Fisheries is six times more important to the Scottish economy than to the UK economy. This means that an independent Scotland would naturally give international fisheries management a level of priority and undiluted focus not afforded by the UK Government, where fisheries, as a relatively small UK sector in relation to other sectors, is simply not afforded the importance and profile it holds within Scotland.

An example of how Scotland fares as part of the UK can be found in the case of the European fisheries funding received by Scotland in comparison to other EU Member States. Under the current arrangements negotiated by the UK our share of the EU's European Fisheries Fund is one third of the share received by Denmark (a country of comparable size to Scotland) and less than half the allocation given to Latvia (a country less than half the size of Scotland by population.)

A successor to the European Fisheries Fund, the European Maritime and Fisheries Fund, will commence in 2014. An independent Scotland would ensure that it negotiated its fair share of such a vital resource for an industry which is so important to its economy and identity. It could pursue such a goal without being hampered by constraints applied by other priorities being juggled by the UK Government.

This reflects a fundamental truth that the best people to take decisions affecting Scotland are those who live and work here - and that a small nation with sovereign control over its own destiny can play an enormously positive role within the European Union in areas of importance to it - through innovation; leadership; and collaborative working with other countries.

Finally, an independent Scotland would be directly represented on the European Council, described by one leading academic as:

"…the centre of political gravity in the field of economic governance".[25]

In part, the growing prominence of the European Council reflects the collective EU response to the post-2008 financial and economic crisis. As quickly became apparent, such was the scale of that crisis and the subsequent challenges that Member States had to act swiftly and with innovative and far-reaching measures if an economic catastrophe was to be avoided. The European Council emerged as the dominant EU-level institution in the development of these responses.

The growing importance of the European Council may also be viewed as a response to concerns that the EU-level of governance was acquiring too many powers over domestic policies. The preferred alternative by Member States to formally assigning policies to the EU level was to develop structures that enabled national policies to be coordinated around common objectives and implemented by national parliaments and governments.

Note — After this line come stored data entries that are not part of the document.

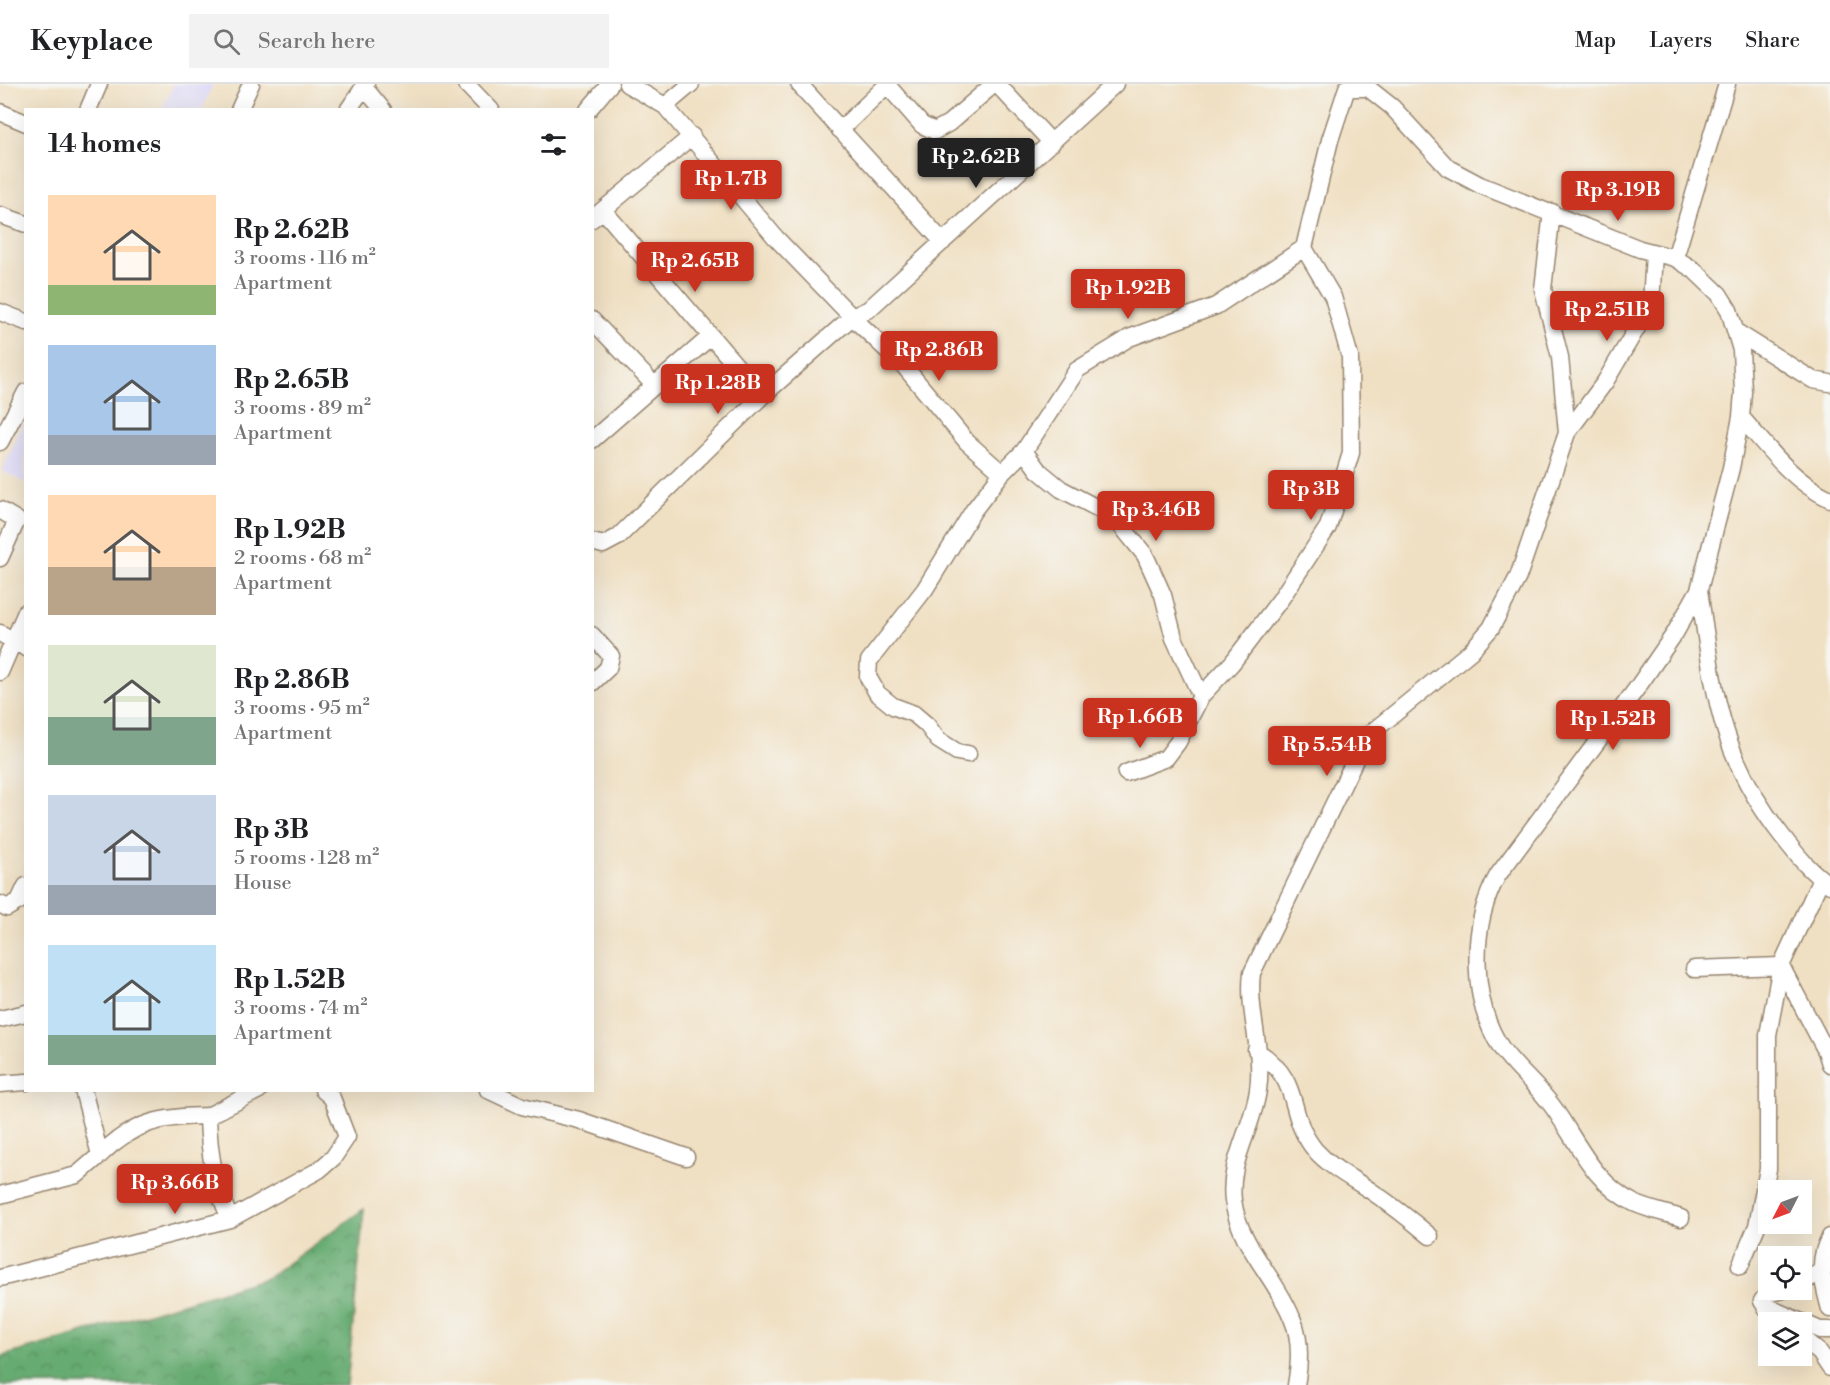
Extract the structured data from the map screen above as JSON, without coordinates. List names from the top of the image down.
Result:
{
  "north": "bottom left",
  "page": {
    "header": "Keyplace",
    "search": "Search here",
    "nav": ["Map", "Layers", "Share"],
    "heading": "14 homes",
    "price": [
      "Rp 2.62B",
      "Rp 1.7B",
      "Rp 3.19B",
      "Rp 2.65B",
      "Rp 1.92B",
      "Rp 2.51B",
      "Rp 2.86B",
      "Rp 1.28B",
      "Rp 3B",
      "Rp 3.46B",
      "Rp 1.66B",
      "Rp 1.52B",
      "Rp 5.54B",
      "Rp 3.66B"
    ],
    "list": [
      {
        "name": "Rp 2.62B",
        "note": "3 rooms · 116 m² · Apartment"
      },
      {
        "name": "Rp 2.65B",
        "note": "3 rooms · 89 m² · Apartment"
      },
      {
        "name": "Rp 1.92B",
        "note": "2 rooms · 68 m² · Apartment"
      },
      {
        "name": "Rp 2.86B",
        "note": "3 rooms · 95 m² · Apartment"
      },
      {
        "name": "Rp 3B",
        "note": "5 rooms · 128 m² · House"
      },
      {
        "name": "Rp 1.52B",
        "note": "3 rooms · 74 m² · Apartment"
      }
    ]
  }
}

With independence the First Minister of the Scottish Government would attend European Council summits and represent Scotland's interests, just as heads of government across the EU attend these meetings to represent their national interests.

Going forward

Independence will ensure that Scotland's government is able to represent Scotland's EU interests as a full and equal partner in the EU system of governance. It is a system of governance in which legislative and policy outcomes are the result of a process of negotiation and discussion, and in which compromise is inevitable. Most certainly it is not a system of governance whose outcomes are determined by the size of particular Member States. An independent Scotland will be far from the smallest Member State by population, and will be one of the most important when measured by a range of economic criteria, including per capita GDP, research output and the educational and skill levels of our labour force. Moreover, the Scottish Government is an experienced player on the Brussels scene.

This chapter has exposed the fallacies that relatively small EU member states have less negotiating capital - and are less successful negotiators - than larger member states.

The evidence presented in this annex suggests that "size" is no indicator of the ability of a Member State to achieve legislative and policy outcomes in the EU bargaining process that best match its ambitions. Many smaller Member States are more successful in that regard than the larger members. In that light it is clear that an independent Scotland, with all the experience and expertise it has in EU business, is extremely well-placed to maximize the gains from independent membership of the EU.